We present an efficient task and motion replanning approach for sequential multi-object manipulation in dynamic environments. Conventional Task And Motion Planning (TAMP) solvers experience an exponential increase in planning time as the planning horizon and number of objects grow, limiting their applicability in real-world scenarios. To address this, we propose learning problem decompositions from demonstrations to accelerate TAMP solvers. Our approach consists of three key components: goal decomposition learning, computational distance learning, and object reduction. Goal decomposition identifies the necessary sequences of states that the system must pass through before reaching the final goal, treating them as subgoal sequences. Computational distance learning predicts the computational complexity between two states, enabling the system to identify the temporally closest subgoal from a disturbed state. Object reduction minimizes the set of active objects considered during replanning, further improving efficiency. We evaluate our approach on three benchmarks, demonstrating its effectiveness in improving replanning efficiency for sequential multi-object manipulation tasks in dynamic environments.
Paper Structure (31 sections, 5 equations, 9 figures, 3 tables, 1 algorithm)

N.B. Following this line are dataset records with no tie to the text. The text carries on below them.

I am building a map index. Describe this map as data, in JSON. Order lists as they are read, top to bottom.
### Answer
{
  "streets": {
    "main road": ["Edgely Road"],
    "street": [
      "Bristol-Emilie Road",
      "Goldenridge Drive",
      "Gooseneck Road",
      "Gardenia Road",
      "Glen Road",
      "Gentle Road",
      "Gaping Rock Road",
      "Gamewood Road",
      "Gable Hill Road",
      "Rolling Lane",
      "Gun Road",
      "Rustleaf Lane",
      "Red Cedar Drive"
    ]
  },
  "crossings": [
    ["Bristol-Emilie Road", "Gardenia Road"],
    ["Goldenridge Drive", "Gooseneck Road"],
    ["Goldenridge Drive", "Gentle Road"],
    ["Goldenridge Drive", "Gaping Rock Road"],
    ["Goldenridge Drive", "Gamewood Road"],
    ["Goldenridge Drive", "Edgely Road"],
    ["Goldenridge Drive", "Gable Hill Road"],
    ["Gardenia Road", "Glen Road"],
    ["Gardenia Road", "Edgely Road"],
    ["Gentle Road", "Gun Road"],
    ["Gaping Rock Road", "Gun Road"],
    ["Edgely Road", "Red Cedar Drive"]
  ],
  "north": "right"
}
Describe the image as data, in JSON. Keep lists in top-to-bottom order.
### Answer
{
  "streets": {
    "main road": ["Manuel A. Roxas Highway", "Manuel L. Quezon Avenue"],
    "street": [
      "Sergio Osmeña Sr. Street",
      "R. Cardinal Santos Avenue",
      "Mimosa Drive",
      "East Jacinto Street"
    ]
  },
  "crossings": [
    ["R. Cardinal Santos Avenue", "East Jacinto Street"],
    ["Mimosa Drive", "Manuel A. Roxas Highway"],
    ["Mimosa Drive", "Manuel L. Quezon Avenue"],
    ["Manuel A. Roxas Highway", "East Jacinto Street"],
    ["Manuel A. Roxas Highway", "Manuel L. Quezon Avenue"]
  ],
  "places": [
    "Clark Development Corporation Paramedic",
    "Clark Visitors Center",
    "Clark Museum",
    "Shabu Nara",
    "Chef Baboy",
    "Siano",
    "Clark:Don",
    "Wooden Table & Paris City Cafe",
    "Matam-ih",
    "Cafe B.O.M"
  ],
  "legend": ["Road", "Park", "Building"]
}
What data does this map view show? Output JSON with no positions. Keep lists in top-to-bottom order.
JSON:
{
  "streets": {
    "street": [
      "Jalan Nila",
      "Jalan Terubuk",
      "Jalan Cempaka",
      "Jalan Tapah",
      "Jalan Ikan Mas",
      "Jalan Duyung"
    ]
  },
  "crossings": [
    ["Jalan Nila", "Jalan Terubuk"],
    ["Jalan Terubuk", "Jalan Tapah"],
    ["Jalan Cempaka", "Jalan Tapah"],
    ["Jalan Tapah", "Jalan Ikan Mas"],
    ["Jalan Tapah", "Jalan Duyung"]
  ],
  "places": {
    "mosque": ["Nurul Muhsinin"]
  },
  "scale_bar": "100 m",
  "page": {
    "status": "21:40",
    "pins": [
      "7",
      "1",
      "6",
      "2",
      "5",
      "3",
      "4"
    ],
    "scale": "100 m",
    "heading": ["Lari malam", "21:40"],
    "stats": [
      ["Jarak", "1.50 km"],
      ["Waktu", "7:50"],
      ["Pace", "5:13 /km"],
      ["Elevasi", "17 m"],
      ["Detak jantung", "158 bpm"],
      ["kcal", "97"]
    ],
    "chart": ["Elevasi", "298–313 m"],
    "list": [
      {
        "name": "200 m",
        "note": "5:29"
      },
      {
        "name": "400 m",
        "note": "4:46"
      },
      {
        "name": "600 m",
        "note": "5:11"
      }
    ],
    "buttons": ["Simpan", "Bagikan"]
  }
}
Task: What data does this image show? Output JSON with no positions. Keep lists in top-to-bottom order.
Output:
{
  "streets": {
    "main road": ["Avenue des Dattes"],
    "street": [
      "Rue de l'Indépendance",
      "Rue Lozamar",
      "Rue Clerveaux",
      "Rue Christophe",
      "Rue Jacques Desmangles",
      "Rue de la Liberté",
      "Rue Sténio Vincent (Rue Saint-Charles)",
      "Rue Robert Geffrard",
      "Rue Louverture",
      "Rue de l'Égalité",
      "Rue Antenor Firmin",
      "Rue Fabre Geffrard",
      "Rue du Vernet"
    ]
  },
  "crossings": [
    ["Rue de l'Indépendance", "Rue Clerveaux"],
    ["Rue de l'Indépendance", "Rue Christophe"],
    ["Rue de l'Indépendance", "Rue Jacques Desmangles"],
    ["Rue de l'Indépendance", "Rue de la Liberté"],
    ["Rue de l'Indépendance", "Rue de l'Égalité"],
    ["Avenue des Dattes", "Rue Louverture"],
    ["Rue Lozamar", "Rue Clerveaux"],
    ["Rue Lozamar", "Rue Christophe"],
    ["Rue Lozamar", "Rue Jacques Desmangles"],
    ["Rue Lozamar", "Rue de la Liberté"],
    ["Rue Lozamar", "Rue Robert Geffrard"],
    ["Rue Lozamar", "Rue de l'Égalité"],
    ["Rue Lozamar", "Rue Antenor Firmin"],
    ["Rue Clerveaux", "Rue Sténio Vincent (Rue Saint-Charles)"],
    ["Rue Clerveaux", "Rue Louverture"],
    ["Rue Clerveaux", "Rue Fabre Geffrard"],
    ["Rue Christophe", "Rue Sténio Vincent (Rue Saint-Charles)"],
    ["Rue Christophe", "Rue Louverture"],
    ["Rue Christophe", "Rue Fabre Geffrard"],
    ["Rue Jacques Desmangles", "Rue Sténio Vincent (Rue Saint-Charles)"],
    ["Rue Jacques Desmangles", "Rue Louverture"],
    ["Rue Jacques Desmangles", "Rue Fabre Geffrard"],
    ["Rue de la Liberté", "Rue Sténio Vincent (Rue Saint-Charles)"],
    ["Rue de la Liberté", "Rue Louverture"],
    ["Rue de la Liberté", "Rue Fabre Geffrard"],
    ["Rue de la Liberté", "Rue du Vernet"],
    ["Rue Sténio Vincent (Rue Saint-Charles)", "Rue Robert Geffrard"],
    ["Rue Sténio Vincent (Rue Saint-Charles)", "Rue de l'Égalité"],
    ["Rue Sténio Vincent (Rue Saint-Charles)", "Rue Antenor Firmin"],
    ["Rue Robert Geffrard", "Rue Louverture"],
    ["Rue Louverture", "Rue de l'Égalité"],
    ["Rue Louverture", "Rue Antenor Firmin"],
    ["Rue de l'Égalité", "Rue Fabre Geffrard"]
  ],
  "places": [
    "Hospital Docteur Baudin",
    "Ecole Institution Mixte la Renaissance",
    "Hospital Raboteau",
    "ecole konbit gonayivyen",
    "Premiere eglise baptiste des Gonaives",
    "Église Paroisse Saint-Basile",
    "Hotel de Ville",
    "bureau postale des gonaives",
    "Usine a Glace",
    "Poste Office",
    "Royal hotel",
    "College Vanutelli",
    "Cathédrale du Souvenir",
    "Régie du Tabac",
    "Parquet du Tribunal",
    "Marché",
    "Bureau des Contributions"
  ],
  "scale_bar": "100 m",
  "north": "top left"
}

This paper contains 31 sections, 5 equations, 9 figures, 3 tables, 1 algorithm.

Figures (9)

  • Figure 1: The Franka Emika robot arm responds robustly to disturbances (black dashed line) in the positions of the crackers box and meat can, using our efficient task and motion replanning approach, which is enabled by integrating learned problem decomposition from demonstrations.
  • Figure 2: An overview of our efficient planner, which integrates goal decomposition, computational distance, and object reduction with classical TAMP solvers to enable efficient replanning under online disturbances (orange 'x' symbol). Goal decomposition identifies the necessary subgoal sequences $(\bm{SG_{0}} \rightarrow \bm{SG_{1} \rightarrow \bm{SG_{2}}})$ offline from demonstrations. The computational distance metric is trained offline using the same set of demonstrations and is used to measure the distance (green arrows) from a disturbed state $\bm{L_{0}^{'}}$ to the subgoals (black circles), enabling the identification of the closest subgoal $\bm{SG^{*}}=\bm{SG_{0}}$. Object reduction (area with dashed line) considered grey cubes as fixed obstacles while replanning from $\bm{L_{0}^{'}}$ to $\bm{SG^{*}}$ so that only necessary objects are involved in. The whole process is repeated iteratively until the final task goal is achieved.
  • Figure 3: Illustration of objects' configurations at specific time step and its graph representation.
  • Figure 4: Illustration of subgoal sequences for two task goals $\bm{G}_1, \bm{G}_2$ in tower construction toy example.
  • Figure 5: In (a) and (b), transparent blocks indicate a representative task goal. In the Cooking domain, the Franka manipulator is equipped with a virtual mobile base, enabling movement along the Y-axis within the boundary indicated by green lines.